Natalie Plummer v. University of Houston, e
2017 U.S. App. LEXIS 11268
| 5th Cir. | 2017Background
- In 2011 at the University of Houston, Ryan McConnell and Natalie Plummer were accused of sexual misconduct after videos and a photo showed an intoxicated female student naked and apparently unresponsive in a dorm room and elevator; the students were later expelled following administrative proceedings.
- Female UH Student reported little memory of the incident; no criminal charges were filed, though a nurse found injuries consistent with sexual assault.
- EOS Vice President Richard Baker investigated, prepared a report finding McConnell committed sexual assault and Plummer facilitated and recorded/distributed the conduct; the University later charged them using its 2013 policy.
- McConnell and Plummer had counsel, participated in multi-stage administrative hearings and appeals; the panels reviewed the videos and photo, allowed active participation beyond formal adviser roles, and upheld the findings.
- Plaintiffs sued under the Fourteenth Amendment (procedural due process) and Title IX (sex discrimination/selective enforcement). The district court granted summary judgment to defendants and dismissed Title IX claims; the Fifth Circuit affirmed.
Issues
| Issue | Plaintiff's Argument | Defendant's Argument | Held |
|---|---|---|---|
| Retroactive application/notice of misconduct standard | Policy change (2013) retroactively broadened offenses; inadequate notice | Conduct violated the 2011 interim policies; charged conduct was plainly prohibited | Court: No retroactivity problem; conduct violated 2011 policy and 2013 policy wording was not applied unfairly |
| Adequacy of process: notice, confrontation, and cross-examination | Plaintiffs lacked adequate notice of adverse evidence; deprived of confrontation and effective cross-examination of victim | Plaintiffs had multiple meaningful opportunities to be heard, saw the videos/photo, and the victim remembered little so her testimony was not central | Court: Due process satisfied under Mathews balancing; additional safeguards would not have changed outcome |
| Investigator/adjudicator conflict (Baker’s multiple roles) | Baker’s roles as advocate, investigator, witness, and adviser created structural bias and deprived them of impartial process | Any alleged bias was immaterial given the graphic evidence; advisor told panels they could reach independent conclusions | Court: Plaintiffs failed to show Baker’s dual roles undermined integrity of proceedings; presumption of adjudicator integrity applies |
| Title IX – selective enforcement / deliberate indifference | Discipline motivated by gender bias; selective enforcement against male accused; procedures reflect deliberate indifference | Discipline focused on acts captured in videos/photo; both accused sexes were processed equally; pleadings fail to show deliberate indifference | Court: Title IX dismissal affirmed — pleadings do not plausibly allege intentional sex-based discrimination or deliberate indifference |
Key Cases Cited
- Wood v. Strickland, 420 U.S. 308 (1975) (courts should not second-guess school administrators’ disciplinary decisions absent constitutional violations)
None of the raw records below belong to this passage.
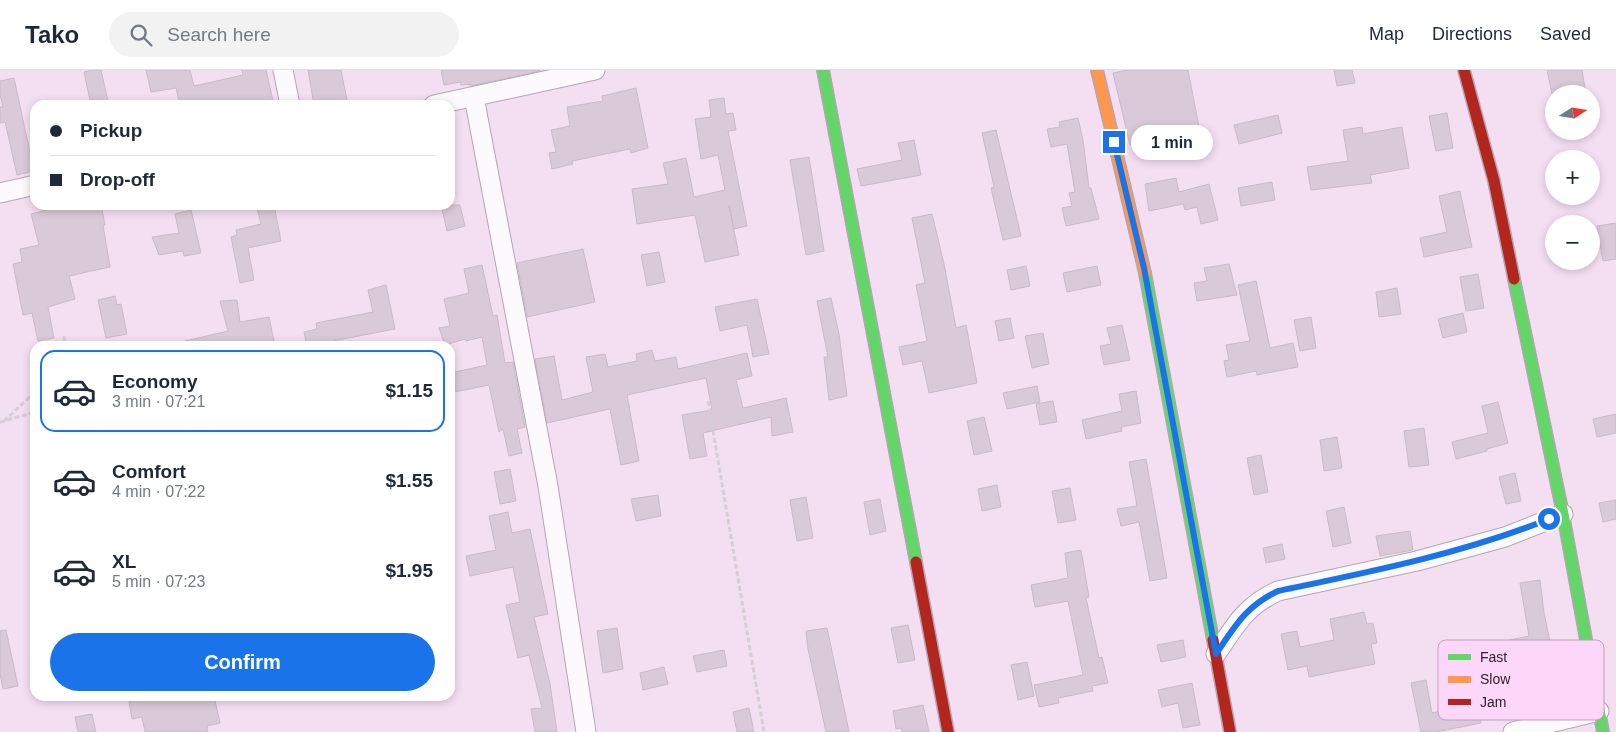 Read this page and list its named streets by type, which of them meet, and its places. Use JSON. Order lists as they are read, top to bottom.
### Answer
{
  "legend": ["Fast", "Slow", "Jam"],
  "north": "right",
  "page": {
    "header": "Tako",
    "search": "Search here",
    "nav": ["Map", "Directions", "Saved"],
    "map_buttons": ["+", "−"],
    "banner": ["Pickup", "Drop-off"],
    "bubble": "1 min",
    "list": [
      {
        "name": "Economy",
        "note": "3 min · 07:21",
        "value": "$1.15"
      },
      {
        "name": "Comfort",
        "note": "4 min · 07:22",
        "value": "$1.55"
      },
      {
        "name": "XL",
        "note": "5 min · 07:23",
        "value": "$1.95"
      }
    ],
    "buttons": "Confirm"
  }
} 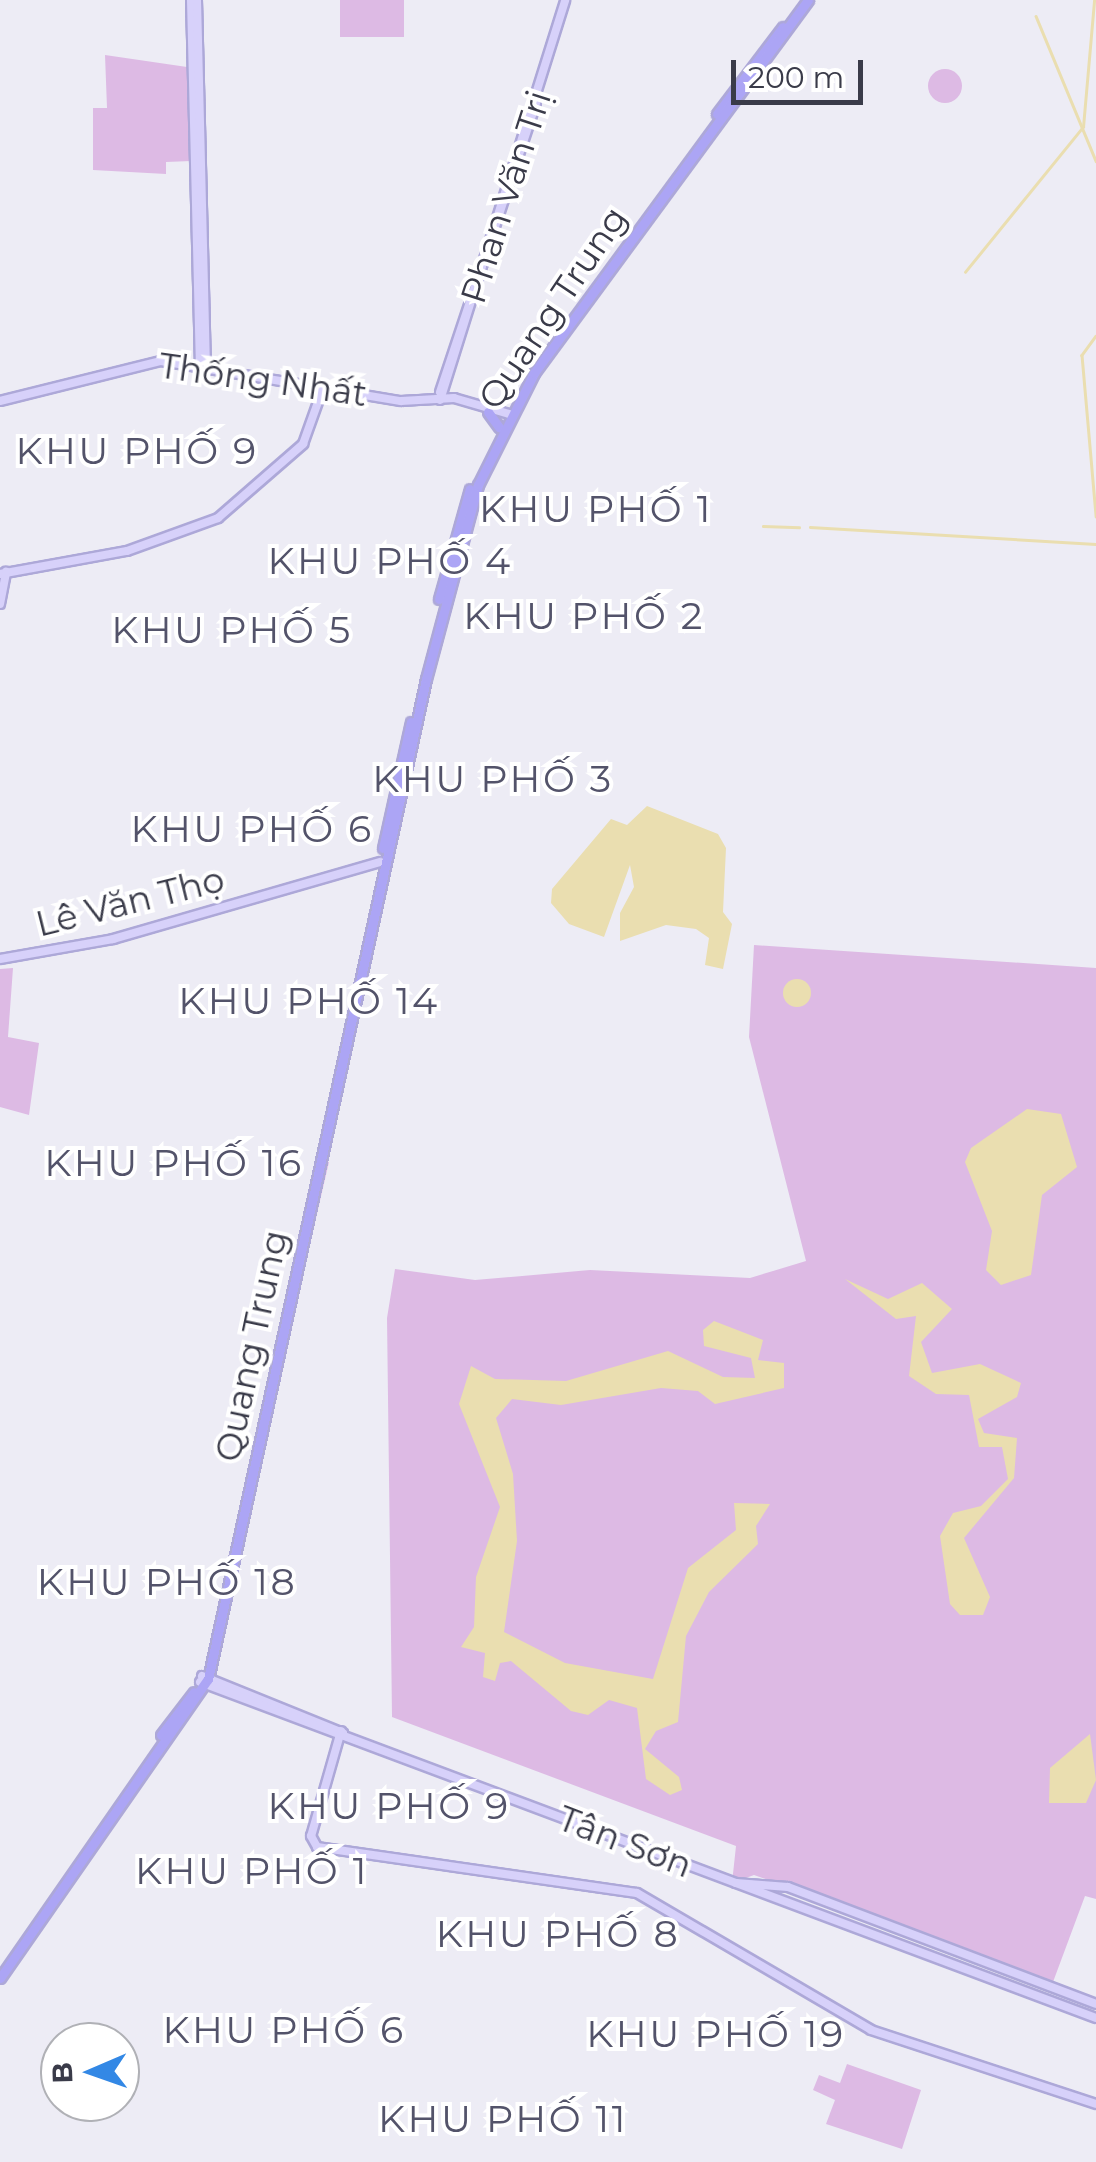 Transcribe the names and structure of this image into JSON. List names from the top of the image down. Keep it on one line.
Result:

- Goss v. Lopez, 419 U.S. 565 (1975) (due process requires notice and some hearing; extent of process varies with severity of deprivation)
- Mathews v. Eldridge, 424 U.S. 319 (1976) (three-factor balancing test for what process is due)
- Dixon v. Ala. State Bd. of Educ., 294 F.2d 150 (5th Cir.) (due process requires notice and some hearing before expulsion from public college)
- Davis ex rel. LaShonda D. v. Monroe Cty. Bd. of Educ., 526 U.S. 629 (1999) (Title IX private right of action for deliberate indifference to sexual harassment)
- Jackson v. Birmingham Bd. of Educ., 544 U.S. 167 (2005) (Title IX covers retaliation for complaints of sex discrimination)
- Scott v. Harris, 550 U.S. 372 (2007) (undisputed video evidence can justify summary judgment)
- Withrow v. Larkin, 421 U.S. 35 (1975) (presumption of honesty and integrity in adjudicators despite combining investigative and adjudicative roles)
- Yusuf v. Vassar Coll., 35 F.3d 709 (2d Cir.) (Title IX theories: erroneous outcome and selective enforcement)
- Doe v. Columbia Univ., 831 F.3d 46 (2d Cir.) (Title IX and procedural-bias allegations can survive where pleadings plausibly allege bias and procedural unfairness)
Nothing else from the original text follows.